How to use OpenMP for complicated code?

General OpenMP discussion

How to use OpenMP for complicated code?

Postby Toey_Hylton » Mon Sep 22, 2008 11:39 am

I want to do parallel in the main code, and call a subroutine inside the loop. The subroutine may also call other complicate subroutines. In this case, how can I define the variables as shared/private, such as i,j inside subroutine serial().

If I only use one thread, it runs okay. However, if I use more than one thread, there are alway errors such as index of W goes to 1001 etc.

Thanks,

program smp
use dflib
implicit none
integer, parameter :: sz =1000
real(8), dimension(sz) :: X,W
integer :: i, IT,NT=50000,iflag =1, n =1
real(8) :: res, runtime, begtime, endtime,timef
real(8), parameter :: mlt = 1.0D+02
interface
subroutine Serial(X,W,sz)
integer,intent(in) :: sz
integer :: i,j
real(8),intent( in),dimension(sz) :: X
real(8),intent(out),dimension(sz) :: W
end subroutine Serial
end interface
do i = 1, sz
res = ran(iflag); X(i)= mlt*res*n; n=-n
enddo
write(*,*)"\nProgram started......\n"C
begtime = timef()
!$OMP PARALLEL DO

DO IT=1,NT
call Serial(X,W,sz,IT)

ENDDO
!$OMP END PARALLEL DO
endtime = timef(); runtime=endtime-begtime
write(*,'(A20,F9.4)')"\nExecution time is :"C,runtime
write(*,*)"\nProgram terminated..."C
end program smp
!
subroutine Serial(X,W,sz,IT)
integer,intent(in) :: sz
integer :: i,j
real(8),intent( in),dimension(sz) :: X
real(8),intent(out),dimension(sz) :: W
do i=1,sz
W(i)=0.D0

call subroutine work(W)
do j=1,sz
W(i)=W(i)+DABS(x(i)+x(j))
enddo
enddo
end subroutine Serial

subroutine work(W)

integer i

real W(sz)

do i=1,sz

W(i)=works(i)

enddo

endsubroutine

function work(i)
...
end
Toey_Hylton
 
Posts: 5
Joined: Mon Sep 22, 2008 11:32 am

Re: How to use OpenMP for complicated code?

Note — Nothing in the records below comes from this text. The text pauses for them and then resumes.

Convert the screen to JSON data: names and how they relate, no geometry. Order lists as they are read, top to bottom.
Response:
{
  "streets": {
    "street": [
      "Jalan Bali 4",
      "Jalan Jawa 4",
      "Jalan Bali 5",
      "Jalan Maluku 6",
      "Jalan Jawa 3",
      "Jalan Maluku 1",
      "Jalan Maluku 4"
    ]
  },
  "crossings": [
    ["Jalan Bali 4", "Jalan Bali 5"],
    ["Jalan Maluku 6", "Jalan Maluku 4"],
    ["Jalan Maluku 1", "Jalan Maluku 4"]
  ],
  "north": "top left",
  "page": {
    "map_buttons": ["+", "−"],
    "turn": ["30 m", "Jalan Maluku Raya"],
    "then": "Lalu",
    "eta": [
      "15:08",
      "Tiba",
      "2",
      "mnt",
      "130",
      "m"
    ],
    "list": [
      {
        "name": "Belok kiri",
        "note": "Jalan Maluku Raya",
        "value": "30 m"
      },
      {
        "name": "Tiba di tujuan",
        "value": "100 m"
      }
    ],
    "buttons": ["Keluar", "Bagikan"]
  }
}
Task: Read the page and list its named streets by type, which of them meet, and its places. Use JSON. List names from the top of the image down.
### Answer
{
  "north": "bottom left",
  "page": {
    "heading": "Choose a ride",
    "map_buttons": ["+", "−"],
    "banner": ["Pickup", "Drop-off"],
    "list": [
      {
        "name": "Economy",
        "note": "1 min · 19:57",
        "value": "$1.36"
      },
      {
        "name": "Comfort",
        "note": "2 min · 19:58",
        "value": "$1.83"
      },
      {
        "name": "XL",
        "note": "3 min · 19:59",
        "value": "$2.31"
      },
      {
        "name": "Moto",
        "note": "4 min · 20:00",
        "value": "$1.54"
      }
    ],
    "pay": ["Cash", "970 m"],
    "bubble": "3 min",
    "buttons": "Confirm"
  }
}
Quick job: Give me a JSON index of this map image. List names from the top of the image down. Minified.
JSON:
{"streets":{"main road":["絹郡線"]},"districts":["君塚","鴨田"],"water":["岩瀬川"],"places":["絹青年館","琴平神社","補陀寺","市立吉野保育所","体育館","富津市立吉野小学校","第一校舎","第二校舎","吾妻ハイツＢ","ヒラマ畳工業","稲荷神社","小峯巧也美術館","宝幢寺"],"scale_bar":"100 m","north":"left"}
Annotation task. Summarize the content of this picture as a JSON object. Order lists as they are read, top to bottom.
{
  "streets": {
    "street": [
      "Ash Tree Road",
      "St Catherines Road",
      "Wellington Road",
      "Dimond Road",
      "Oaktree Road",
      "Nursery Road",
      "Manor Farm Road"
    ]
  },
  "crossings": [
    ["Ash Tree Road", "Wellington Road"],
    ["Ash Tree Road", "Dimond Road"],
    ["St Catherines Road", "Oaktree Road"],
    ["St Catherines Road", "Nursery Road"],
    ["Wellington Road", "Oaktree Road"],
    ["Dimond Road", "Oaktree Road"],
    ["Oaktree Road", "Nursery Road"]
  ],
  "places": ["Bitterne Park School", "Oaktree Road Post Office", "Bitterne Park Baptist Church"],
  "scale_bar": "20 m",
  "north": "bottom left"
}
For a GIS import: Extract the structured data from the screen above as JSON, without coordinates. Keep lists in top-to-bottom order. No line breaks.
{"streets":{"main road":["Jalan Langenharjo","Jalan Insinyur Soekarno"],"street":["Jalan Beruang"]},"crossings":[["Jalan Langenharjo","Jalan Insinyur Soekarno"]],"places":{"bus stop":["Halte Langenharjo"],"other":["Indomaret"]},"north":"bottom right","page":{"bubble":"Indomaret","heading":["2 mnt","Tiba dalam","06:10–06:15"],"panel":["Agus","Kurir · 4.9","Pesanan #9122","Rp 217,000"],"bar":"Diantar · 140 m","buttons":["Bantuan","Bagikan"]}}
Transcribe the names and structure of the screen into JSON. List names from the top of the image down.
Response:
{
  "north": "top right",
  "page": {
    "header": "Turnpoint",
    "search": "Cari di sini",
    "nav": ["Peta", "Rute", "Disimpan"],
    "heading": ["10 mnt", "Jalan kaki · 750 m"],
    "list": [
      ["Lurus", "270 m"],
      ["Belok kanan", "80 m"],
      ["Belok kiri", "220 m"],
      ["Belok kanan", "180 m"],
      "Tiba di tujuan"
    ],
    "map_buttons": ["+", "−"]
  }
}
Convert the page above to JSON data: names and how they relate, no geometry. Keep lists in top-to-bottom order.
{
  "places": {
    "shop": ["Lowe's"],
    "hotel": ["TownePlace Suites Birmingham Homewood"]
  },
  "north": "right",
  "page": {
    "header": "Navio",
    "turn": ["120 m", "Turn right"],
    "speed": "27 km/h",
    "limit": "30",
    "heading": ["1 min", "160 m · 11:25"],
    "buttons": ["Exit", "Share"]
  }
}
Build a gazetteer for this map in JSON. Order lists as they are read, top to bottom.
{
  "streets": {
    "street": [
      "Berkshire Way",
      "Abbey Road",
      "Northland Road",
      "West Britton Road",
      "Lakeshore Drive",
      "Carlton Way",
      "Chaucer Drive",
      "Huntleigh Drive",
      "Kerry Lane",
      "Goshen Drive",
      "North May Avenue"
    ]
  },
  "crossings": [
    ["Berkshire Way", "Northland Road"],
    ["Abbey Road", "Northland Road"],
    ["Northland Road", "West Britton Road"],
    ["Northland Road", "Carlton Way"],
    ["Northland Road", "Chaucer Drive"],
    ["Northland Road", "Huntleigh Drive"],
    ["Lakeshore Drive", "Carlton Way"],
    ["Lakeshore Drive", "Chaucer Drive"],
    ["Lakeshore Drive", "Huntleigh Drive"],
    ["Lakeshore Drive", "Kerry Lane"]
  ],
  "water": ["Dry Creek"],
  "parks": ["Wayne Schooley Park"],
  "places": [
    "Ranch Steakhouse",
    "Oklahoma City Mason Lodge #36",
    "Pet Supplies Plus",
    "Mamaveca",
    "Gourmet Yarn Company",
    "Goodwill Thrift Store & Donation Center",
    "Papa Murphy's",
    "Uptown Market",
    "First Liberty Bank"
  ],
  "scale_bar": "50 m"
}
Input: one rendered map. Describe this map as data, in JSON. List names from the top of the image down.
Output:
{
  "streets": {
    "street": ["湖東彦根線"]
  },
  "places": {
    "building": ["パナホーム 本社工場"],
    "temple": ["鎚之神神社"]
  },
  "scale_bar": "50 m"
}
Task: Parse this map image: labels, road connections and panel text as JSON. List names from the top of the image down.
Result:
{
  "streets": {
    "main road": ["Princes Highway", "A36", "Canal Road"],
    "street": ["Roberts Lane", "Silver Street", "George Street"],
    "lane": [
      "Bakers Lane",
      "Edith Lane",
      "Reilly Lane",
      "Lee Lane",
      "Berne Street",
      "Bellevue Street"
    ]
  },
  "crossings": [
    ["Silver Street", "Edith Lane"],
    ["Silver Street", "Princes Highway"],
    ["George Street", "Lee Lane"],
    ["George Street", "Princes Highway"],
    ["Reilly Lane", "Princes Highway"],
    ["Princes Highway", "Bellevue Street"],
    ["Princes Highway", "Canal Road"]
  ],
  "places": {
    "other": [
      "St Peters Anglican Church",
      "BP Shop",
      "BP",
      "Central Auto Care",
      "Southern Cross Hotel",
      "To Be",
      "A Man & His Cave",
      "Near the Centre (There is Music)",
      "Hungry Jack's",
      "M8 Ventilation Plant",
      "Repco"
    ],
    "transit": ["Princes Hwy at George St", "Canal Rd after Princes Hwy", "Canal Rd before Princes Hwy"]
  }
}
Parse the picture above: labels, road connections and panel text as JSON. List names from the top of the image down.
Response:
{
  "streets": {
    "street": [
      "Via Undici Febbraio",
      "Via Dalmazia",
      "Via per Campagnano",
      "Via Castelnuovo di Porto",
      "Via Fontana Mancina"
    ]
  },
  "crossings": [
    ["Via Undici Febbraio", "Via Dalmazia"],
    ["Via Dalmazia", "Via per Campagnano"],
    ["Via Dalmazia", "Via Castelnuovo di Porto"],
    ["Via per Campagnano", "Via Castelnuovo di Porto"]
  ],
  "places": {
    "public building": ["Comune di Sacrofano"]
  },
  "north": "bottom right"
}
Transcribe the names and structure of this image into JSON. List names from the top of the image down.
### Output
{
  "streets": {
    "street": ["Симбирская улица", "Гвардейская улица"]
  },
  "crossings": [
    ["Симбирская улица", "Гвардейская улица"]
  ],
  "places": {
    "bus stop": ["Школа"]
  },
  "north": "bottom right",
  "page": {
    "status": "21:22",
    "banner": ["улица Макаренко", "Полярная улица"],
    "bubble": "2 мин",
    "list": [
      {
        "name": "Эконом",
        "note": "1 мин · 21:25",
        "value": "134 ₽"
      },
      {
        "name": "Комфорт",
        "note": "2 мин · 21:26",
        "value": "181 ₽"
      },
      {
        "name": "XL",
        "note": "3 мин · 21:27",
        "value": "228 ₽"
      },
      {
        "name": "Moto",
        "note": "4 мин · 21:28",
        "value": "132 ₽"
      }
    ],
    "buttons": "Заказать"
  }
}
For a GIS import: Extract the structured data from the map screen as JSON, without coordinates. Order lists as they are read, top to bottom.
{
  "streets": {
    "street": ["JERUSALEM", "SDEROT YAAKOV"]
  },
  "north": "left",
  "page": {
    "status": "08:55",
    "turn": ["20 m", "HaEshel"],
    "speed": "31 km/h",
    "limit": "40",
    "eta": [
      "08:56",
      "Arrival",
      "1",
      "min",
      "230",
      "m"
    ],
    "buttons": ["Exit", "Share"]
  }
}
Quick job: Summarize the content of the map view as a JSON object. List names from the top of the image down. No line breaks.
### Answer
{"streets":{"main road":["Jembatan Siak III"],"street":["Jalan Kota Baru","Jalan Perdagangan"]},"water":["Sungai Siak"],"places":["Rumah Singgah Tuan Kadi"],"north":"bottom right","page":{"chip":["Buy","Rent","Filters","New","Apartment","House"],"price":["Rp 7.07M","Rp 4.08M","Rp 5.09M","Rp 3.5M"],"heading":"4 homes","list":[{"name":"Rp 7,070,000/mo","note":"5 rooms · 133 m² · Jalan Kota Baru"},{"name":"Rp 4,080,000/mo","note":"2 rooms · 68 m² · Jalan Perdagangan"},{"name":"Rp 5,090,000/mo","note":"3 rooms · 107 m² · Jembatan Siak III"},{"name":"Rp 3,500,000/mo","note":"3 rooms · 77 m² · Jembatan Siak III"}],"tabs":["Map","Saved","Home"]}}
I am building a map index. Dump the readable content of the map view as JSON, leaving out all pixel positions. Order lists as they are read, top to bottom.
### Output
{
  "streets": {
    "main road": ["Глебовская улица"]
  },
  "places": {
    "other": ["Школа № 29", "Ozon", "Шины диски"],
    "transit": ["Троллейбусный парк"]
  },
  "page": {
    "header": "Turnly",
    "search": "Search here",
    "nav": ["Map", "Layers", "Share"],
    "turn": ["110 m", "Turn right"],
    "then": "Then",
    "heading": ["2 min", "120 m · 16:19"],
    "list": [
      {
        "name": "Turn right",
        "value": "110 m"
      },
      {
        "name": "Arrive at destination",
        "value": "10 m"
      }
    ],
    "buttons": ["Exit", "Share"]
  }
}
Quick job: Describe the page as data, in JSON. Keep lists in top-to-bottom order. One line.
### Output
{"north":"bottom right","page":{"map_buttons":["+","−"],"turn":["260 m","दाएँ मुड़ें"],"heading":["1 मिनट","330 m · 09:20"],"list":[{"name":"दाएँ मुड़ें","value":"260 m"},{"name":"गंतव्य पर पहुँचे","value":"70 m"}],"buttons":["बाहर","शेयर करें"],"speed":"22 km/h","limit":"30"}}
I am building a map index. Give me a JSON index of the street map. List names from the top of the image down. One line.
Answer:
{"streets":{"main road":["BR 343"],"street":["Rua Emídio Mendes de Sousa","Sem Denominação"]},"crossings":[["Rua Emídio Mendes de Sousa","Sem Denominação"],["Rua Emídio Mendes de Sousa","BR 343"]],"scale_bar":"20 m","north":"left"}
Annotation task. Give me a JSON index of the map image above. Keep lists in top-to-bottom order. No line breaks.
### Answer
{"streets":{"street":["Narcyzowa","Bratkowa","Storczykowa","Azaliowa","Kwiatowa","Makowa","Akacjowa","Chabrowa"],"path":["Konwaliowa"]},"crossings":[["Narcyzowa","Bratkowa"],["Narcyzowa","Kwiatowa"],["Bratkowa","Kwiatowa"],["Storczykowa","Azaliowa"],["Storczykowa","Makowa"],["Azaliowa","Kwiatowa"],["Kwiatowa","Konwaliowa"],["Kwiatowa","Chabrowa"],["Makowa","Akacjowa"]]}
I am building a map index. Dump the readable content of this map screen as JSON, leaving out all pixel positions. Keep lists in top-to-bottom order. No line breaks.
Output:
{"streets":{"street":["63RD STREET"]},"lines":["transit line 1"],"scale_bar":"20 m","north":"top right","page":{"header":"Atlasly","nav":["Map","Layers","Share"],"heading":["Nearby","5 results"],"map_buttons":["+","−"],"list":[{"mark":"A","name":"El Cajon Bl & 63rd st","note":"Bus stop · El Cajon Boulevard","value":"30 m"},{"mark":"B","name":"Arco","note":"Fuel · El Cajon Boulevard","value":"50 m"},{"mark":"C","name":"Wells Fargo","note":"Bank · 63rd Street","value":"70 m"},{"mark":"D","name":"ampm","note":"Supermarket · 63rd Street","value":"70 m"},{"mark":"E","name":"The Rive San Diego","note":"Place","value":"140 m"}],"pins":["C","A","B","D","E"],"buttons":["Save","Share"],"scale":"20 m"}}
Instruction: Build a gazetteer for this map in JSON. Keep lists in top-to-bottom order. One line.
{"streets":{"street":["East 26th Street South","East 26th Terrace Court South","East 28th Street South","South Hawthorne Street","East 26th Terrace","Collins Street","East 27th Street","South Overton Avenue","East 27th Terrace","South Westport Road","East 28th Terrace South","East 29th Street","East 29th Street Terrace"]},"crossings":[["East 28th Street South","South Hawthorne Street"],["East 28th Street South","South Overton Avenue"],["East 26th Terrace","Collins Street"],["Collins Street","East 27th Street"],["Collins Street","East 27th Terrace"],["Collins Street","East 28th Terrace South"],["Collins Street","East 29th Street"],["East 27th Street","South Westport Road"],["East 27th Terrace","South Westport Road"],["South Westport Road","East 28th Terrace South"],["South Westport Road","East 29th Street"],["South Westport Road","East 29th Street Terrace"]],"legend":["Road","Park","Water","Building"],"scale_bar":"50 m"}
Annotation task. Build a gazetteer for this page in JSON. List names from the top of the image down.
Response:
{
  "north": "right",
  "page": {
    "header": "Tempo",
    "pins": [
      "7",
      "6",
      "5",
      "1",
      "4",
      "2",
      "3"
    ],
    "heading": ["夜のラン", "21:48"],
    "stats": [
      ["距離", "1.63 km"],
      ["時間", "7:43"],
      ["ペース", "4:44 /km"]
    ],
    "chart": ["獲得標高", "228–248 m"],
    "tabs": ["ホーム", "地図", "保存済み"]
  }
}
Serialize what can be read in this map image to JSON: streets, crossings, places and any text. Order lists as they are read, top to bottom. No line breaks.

Postby ejd » Tue Sep 23, 2008 7:34 am

What compiler are you using? What do you mean when you say the "index of W goes to 1001"? Where in the code is this happening and why do you think it is wrong?
ejd
 
Posts: 1025
Joined: Wed Jan 16, 2008 7:21 am

Re: How to use OpenMP for complicated code?

Postby Toey_Hylton » Tue Sep 23, 2008 12:47 pm

ejd,

Thanks for reply.

Actually, this is not my real code. I real code is much more complicated than this one. I use this code to simulate my case. In my real code, I have lots of global variables in the modules, and many of them are big arrays/matrices, and will be initialized before the parallelization sections, and will not be changed ( I suppose these variables will be set as shared). Some of them will be initialized and will be changed inside the parallelization section ( I suppose these variables will be set as threadprivate and copyin at the beginning). The loop variable (as IT in this code) is private. But how about other varialbes such i,j in subroutine serial()?

In my code, I did like this:

!$OMP PARALLEL DO default(shared) private(IT) copyin(threadprivate variables)

DO IT=1,NT
call Serial(X,W,sz,IT)

ENDDO
!$OMP END PARALLEL DO

Here, I am trying to parallelize my code in the most highest level. I don't know if it is possible or not.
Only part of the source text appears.